Dataset records:
- - -

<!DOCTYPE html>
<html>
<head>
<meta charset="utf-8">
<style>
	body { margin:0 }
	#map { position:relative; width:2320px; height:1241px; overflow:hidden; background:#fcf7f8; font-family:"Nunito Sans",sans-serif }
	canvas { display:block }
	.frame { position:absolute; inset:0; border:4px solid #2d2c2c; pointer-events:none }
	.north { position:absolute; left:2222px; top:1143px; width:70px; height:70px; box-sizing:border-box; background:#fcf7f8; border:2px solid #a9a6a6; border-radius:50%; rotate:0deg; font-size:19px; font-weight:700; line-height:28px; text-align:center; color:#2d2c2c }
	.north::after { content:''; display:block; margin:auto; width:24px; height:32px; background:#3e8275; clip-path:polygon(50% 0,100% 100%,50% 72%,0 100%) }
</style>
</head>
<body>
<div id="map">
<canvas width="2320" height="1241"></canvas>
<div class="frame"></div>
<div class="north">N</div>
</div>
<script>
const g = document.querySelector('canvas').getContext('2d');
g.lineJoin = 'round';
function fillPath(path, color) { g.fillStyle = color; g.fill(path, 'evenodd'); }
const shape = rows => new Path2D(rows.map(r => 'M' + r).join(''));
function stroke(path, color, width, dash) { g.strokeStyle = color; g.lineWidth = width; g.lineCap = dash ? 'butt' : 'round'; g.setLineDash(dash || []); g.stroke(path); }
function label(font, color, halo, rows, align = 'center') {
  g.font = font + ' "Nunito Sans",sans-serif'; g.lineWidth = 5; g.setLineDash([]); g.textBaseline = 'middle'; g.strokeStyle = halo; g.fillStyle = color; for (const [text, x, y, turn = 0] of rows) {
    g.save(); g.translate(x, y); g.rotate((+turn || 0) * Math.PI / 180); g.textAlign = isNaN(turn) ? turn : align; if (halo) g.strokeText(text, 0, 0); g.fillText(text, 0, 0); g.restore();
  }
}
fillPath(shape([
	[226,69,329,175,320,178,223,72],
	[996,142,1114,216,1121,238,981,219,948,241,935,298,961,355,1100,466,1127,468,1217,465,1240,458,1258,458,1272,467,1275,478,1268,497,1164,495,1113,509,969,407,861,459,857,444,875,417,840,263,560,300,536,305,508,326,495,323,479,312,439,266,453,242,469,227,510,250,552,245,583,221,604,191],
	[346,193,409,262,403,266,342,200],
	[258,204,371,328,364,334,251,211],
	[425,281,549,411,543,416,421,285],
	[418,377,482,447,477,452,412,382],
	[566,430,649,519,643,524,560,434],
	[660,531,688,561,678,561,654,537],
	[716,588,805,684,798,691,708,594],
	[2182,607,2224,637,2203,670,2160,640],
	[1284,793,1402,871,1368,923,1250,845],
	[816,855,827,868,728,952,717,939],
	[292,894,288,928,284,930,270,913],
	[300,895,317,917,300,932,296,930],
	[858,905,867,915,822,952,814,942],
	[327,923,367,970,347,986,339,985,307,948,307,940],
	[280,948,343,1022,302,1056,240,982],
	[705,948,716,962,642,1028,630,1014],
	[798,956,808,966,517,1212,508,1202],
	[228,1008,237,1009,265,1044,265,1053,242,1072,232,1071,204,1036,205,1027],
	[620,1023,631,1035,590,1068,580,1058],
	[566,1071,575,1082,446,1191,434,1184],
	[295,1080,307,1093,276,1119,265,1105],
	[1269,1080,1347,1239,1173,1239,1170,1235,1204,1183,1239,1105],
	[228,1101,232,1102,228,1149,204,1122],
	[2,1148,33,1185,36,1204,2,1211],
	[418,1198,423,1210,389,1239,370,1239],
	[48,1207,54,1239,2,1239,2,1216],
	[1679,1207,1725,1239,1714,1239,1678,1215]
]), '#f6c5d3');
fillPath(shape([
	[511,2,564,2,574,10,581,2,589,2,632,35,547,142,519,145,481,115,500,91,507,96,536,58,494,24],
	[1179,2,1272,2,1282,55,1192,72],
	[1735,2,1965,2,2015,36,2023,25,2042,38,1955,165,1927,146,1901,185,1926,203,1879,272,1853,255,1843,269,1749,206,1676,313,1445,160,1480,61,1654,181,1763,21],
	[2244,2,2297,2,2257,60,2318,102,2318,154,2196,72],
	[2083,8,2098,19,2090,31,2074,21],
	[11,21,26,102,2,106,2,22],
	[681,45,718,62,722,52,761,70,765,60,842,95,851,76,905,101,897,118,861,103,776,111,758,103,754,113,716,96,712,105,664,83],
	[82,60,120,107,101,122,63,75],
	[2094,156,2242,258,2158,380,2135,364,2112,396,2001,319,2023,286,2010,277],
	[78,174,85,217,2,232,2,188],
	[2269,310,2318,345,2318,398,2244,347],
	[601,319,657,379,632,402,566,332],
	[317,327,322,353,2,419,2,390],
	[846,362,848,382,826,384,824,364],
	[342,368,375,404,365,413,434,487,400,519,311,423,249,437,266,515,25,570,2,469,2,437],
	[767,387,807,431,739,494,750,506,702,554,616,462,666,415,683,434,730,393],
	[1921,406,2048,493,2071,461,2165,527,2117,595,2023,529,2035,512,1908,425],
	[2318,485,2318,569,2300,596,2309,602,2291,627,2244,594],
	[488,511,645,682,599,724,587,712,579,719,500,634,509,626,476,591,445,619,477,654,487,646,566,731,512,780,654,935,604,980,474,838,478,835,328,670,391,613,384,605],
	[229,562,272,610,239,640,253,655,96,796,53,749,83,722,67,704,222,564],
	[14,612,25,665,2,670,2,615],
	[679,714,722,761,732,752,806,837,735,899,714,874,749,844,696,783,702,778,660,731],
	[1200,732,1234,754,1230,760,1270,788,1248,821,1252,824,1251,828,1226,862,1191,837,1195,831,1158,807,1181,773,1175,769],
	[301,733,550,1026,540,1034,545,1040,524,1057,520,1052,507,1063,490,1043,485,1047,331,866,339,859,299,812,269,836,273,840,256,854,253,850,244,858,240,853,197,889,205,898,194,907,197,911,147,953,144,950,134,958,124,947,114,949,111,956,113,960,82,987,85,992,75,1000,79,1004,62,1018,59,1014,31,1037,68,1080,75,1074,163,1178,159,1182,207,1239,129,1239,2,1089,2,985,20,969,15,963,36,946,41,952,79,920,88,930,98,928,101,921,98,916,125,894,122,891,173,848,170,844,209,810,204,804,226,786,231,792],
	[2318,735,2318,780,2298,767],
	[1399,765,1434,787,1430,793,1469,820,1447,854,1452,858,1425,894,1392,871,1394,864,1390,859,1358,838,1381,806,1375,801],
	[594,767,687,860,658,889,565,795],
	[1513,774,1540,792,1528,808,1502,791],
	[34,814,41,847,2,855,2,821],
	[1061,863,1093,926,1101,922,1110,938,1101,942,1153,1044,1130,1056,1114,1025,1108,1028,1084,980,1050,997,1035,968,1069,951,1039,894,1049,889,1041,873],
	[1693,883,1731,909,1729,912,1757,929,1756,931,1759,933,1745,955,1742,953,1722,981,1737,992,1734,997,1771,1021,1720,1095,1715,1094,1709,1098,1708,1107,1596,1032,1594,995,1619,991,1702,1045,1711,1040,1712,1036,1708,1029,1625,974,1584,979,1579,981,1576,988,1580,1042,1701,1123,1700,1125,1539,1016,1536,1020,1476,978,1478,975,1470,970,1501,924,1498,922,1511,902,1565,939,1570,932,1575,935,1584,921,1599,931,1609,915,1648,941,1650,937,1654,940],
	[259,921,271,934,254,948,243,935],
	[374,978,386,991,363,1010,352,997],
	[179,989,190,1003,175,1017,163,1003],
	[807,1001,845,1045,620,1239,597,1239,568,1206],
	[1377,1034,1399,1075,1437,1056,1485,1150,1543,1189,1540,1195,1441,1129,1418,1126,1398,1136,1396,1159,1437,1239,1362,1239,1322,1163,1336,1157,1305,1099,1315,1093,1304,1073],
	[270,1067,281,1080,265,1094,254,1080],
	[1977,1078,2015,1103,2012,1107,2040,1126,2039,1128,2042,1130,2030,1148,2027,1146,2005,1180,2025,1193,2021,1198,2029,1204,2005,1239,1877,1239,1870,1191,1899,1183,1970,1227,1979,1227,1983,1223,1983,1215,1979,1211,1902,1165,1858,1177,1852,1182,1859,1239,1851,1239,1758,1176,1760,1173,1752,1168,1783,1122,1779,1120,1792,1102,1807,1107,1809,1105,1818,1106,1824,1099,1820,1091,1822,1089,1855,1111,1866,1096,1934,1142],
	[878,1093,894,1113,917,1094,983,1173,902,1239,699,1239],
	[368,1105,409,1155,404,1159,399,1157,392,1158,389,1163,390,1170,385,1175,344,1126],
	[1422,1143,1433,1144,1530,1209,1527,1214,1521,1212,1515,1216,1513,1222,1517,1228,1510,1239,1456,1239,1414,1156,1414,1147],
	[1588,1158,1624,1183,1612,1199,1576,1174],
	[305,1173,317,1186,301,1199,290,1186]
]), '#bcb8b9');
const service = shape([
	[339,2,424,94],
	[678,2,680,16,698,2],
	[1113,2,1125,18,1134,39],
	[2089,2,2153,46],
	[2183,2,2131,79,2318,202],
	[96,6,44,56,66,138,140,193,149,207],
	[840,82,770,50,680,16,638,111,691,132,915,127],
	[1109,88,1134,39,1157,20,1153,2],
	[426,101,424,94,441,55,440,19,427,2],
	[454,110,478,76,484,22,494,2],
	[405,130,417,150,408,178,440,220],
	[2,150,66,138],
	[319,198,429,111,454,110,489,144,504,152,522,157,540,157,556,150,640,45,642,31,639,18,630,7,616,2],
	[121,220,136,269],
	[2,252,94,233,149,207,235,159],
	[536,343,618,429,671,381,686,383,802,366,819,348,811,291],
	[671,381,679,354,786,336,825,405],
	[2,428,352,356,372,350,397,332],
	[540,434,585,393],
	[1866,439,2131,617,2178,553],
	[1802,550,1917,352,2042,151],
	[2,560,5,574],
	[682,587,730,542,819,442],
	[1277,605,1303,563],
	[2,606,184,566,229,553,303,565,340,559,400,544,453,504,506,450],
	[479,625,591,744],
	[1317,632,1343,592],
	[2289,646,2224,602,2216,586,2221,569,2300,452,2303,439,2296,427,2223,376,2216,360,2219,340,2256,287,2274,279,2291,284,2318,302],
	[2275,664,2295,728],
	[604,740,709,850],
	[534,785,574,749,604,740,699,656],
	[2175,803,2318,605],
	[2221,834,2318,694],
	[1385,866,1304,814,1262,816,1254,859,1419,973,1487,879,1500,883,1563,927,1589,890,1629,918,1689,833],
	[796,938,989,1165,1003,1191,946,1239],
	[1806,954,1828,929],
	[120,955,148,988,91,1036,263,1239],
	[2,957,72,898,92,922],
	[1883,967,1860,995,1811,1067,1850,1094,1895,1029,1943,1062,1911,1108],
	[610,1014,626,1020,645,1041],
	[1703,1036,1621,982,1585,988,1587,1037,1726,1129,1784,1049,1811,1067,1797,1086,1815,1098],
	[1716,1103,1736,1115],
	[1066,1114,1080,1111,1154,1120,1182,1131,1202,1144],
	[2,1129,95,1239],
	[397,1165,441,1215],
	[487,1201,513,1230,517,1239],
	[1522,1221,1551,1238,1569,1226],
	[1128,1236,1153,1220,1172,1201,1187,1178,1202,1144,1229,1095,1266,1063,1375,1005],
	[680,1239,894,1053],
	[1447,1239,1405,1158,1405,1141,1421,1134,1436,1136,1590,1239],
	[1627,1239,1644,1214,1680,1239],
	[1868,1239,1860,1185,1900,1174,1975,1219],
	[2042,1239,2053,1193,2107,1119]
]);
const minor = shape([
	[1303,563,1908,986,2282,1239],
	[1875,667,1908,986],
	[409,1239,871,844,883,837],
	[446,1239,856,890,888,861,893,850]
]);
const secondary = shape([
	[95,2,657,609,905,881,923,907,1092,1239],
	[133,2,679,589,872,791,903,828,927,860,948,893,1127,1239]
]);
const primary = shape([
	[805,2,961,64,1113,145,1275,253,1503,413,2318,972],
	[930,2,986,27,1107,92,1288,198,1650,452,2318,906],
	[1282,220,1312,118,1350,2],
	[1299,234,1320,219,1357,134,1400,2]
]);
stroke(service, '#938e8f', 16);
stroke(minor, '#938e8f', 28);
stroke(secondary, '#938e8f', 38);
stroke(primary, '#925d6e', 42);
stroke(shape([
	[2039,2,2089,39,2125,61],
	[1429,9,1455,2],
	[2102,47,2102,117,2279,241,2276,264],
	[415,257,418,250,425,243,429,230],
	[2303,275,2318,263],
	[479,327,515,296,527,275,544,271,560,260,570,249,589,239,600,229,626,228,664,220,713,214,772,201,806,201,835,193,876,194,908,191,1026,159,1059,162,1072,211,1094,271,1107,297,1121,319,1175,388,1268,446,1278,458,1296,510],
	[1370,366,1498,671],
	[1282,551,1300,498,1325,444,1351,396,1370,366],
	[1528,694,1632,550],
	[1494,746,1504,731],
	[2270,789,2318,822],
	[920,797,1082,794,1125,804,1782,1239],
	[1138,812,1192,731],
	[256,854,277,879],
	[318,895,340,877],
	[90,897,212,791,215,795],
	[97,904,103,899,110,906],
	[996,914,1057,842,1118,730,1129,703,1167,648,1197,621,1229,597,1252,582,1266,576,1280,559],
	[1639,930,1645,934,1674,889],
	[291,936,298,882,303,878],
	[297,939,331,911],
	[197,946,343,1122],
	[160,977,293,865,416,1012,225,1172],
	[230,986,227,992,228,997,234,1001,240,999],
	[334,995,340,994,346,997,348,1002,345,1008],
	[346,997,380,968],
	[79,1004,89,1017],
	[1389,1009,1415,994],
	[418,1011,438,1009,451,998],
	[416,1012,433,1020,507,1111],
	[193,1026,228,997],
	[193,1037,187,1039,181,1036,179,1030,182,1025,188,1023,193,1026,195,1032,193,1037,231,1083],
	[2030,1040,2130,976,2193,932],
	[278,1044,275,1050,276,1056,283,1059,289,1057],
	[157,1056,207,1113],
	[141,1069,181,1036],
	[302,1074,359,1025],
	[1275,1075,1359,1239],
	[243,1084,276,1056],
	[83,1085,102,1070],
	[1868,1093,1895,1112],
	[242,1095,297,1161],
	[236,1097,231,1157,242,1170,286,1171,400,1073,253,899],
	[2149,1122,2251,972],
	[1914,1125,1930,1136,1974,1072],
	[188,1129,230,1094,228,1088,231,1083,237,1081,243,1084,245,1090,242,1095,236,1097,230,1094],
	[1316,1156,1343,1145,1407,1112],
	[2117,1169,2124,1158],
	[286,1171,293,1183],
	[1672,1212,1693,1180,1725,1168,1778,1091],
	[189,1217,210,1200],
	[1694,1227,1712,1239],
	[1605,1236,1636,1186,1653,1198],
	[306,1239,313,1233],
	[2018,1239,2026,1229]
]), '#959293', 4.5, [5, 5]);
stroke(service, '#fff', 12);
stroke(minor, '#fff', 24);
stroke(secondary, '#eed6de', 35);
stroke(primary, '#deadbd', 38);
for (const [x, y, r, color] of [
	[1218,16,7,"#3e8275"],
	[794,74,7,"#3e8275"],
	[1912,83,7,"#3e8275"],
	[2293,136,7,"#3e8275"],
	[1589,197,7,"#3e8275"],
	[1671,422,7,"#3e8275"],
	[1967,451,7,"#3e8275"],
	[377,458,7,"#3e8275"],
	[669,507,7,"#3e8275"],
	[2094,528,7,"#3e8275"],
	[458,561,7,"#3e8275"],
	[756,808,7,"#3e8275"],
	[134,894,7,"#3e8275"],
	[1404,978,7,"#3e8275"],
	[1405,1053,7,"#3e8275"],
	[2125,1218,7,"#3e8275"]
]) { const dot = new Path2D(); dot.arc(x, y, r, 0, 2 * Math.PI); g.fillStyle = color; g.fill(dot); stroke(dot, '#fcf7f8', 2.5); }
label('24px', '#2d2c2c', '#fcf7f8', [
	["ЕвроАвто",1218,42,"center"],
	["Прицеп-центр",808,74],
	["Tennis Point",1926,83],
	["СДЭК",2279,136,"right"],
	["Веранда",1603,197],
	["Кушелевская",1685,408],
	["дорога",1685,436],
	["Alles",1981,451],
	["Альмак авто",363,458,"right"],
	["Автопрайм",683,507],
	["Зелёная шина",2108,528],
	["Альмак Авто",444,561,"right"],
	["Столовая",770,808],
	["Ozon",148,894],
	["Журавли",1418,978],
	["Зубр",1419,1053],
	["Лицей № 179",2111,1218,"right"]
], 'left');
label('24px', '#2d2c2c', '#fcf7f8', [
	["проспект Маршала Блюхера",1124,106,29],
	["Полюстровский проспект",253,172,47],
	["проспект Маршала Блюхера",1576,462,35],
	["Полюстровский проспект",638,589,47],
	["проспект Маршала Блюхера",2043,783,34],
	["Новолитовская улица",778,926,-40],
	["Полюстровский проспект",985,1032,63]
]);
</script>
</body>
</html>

- - -

About this exercise: Copy exactly the opening line of the material, the line bearing "g.lineJoin = 'round';", and every line between them. Include nothing else.

Written solution:
<!DOCTYPE html>
<html>
<head>
<meta charset="utf-8">
<style>
	body { margin:0 }
	#map { position:relative; width:2320px; height:1241px; overflow:hidden; background:#fcf7f8; font-family:"Nunito Sans",sans-serif }
	canvas { display:block }
	.frame { position:absolute; inset:0; border:4px solid #2d2c2c; pointer-events:none }
	.north { position:absolute; left:2222px; top:1143px; width:70px; height:70px; box-sizing:border-box; background:#fcf7f8; border:2px solid #a9a6a6; border-radius:50%; rotate:0deg; font-size:19px; font-weight:700; line-height:28px; text-align:center; color:#2d2c2c }
	.north::after { content:''; display:block; margin:auto; width:24px; height:32px; background:#3e8275; clip-path:polygon(50% 0,100% 100%,50% 72%,0 100%) }
</style>
</head>
<body>
<div id="map">
<canvas width="2320" height="1241"></canvas>
<div class="frame"></div>
<div class="north">N</div>
</div>
<script>
const g = document.querySelector('canvas').getContext('2d');
g.lineJoin = 'round';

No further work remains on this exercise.